Tipo 2. Nesse sistema, que é comum na social-democracia da Europa (Alemanha, Áustria, Holanda, Escandinávia), os parceiros sociais se envolvem permanentemente em negociações em vários níveis. As vezes, negociam com o governo, fazem pactos ou ajudam a formular políticas públicas nos campos do emprego, desemprego, seguridade social, formação profissional, etc. Outras vezes, a negociação é entre empregados e empregadores e dentro dos grandes setores da economia (negociação centralizada) nos quais são estabelecidas regras básicas que servem de orientação para as negociações locais e empresariais (negociações descentralizadas). É a "descentralização centralizada". A interferência do Estado se faz presente mas é aprovada pelos parceiros sociais.

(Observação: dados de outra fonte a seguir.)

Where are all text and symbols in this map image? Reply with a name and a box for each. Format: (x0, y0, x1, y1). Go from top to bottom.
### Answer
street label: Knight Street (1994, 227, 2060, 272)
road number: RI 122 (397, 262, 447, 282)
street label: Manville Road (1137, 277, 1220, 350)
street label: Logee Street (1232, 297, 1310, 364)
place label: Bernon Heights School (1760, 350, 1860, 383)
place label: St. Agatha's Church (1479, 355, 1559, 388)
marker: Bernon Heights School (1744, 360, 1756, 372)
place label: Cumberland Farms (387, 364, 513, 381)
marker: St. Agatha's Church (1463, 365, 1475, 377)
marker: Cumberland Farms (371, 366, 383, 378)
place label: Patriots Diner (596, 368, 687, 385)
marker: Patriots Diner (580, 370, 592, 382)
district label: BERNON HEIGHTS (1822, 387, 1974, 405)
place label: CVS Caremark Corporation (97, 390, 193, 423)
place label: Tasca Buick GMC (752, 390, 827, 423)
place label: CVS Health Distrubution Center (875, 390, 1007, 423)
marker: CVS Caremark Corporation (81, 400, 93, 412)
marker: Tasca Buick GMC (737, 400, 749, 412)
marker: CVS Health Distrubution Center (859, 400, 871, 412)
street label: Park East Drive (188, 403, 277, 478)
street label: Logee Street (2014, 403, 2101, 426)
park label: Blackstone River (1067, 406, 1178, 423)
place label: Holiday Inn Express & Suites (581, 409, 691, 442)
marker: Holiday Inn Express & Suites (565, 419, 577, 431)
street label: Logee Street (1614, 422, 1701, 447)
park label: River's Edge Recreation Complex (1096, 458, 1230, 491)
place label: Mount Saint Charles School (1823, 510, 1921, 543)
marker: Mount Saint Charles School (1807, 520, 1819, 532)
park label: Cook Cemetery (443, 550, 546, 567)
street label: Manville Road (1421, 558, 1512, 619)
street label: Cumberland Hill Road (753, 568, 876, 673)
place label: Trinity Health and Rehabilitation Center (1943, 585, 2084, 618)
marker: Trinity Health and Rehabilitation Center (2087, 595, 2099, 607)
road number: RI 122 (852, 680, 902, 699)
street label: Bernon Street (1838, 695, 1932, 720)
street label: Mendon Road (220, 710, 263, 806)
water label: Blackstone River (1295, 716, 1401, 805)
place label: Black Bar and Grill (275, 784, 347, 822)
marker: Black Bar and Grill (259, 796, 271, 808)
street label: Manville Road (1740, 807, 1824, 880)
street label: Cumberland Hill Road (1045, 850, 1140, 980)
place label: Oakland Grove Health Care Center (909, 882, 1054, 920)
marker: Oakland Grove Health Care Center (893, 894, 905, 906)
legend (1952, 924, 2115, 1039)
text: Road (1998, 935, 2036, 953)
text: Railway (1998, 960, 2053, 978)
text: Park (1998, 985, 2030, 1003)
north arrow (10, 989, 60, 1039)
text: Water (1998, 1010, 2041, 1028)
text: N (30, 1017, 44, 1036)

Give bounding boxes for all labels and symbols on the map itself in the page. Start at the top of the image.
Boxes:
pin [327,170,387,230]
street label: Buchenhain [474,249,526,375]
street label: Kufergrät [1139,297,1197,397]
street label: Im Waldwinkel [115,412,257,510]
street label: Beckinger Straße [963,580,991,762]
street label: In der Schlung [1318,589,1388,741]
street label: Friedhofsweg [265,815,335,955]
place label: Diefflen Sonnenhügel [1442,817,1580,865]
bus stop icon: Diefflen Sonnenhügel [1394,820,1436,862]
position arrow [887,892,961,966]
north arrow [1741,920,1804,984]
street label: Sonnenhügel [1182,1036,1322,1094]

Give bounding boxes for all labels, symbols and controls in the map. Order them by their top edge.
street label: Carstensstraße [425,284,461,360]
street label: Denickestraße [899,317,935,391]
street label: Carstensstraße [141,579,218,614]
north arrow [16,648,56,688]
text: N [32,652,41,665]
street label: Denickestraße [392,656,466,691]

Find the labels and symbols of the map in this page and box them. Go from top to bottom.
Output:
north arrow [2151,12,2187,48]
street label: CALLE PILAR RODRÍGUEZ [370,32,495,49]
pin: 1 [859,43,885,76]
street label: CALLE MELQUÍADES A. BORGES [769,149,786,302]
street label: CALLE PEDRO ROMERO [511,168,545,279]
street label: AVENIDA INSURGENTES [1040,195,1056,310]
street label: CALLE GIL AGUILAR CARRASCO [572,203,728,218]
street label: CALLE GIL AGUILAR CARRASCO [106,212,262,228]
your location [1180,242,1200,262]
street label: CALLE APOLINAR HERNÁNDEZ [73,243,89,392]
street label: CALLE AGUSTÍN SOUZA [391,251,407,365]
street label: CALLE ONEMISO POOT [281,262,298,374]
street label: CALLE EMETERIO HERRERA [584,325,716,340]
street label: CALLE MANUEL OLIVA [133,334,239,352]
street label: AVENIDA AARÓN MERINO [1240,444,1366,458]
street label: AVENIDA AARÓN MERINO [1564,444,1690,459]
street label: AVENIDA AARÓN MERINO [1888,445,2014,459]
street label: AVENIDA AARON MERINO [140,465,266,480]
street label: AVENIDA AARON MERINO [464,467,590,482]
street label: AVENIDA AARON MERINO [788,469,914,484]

Tipo 3. Nesse sistema, que predomina nos países latinos da Europa (Itália, França, Espanha, Portugal) e, com mais clareza na América Latina, as negociações (centralizadas e descentralizadas), são realizadas sob uma forte influência do Estado através de leis detalhadas e normas administrativas aprovadas há tempos e, nem sempre, com a concordância de todos os parceiros sociais. Há um forte intervencionismo estatal.

Os tipos acima são simplificações dos sistemas existentes. É claro que o Brasil terá o seu próprio sistema. Mas é bem provável que, do lado do governo, o Fórum Nacional do Trabalho venha a receber muitas sugestões inspiradas no tipo 3, mescladas com algumas idéias do tipo 2. Afinal, a CUT e o PT formaram seus quadros ao longo das décadas de 80 e 90 com apoio de centrais sindicais e outras entidades da Itália, Espanha, França e Alemanha.

Mas, será que os representantes dos empregados e empregadores aceitarão essa mescla? Arrisco um palpite. Penso que o peso do nosso "garantismo legal" vai empurrar o resultado para o lado do tipo 3. A tendência brasileira é de colocar na lei – e não nos contratos -, a maioria das proteções e dos benefícios trabalhistas. Isso é difícil de mudar. As inovações respeitarão a cultura reinante.

O novo sistema de relações do trabalho não será igual ao atual. Mas não será totalmente diferente. A engenhosidade brasileira, baseada na arte do jeito, muito provavelmente vai levar o Fórum a inovar sem arrojo, de forma gradual, com avanços transitórios e dentro de um quadro de referência que todos conhecem e se sentem seguros.

Será um grande sucesso se os avanços transitórios apontarem para o duplo objetivo acima enunciado, ou seja, a melhoria das proteções dos trabalhadores (hoje, 60% não têm nenhuma proteção pois estão no mercado informal) e a garantia da agilidade para as empresas enfrentarem a crescente competição (nacional e internacional). O crescimento econômico e o emprego da população dependem muito dessas medidas.

O Fórum será uma boa oportunidade para se analisar os argumentos em seus detalhes. E, no campo trabalhista, os detalhes são muito importantes.

Trata-se de um exercício valioso para o Brasil. Outros foram tentados no passado. Mas não com a sistemática proposta. Por trás de tudo, porém, há que se garantir um clima de cordialidade e respeito. O governo, como coordenador do Fórum, tem uma grande responsabilidade nessa tarefa. Seu papel é de anfitrião educado e magistrado responsável. Desejo pleno sucesso aos integrantes do Fórum. O futuro do Brasil depende muito do seu trabalho.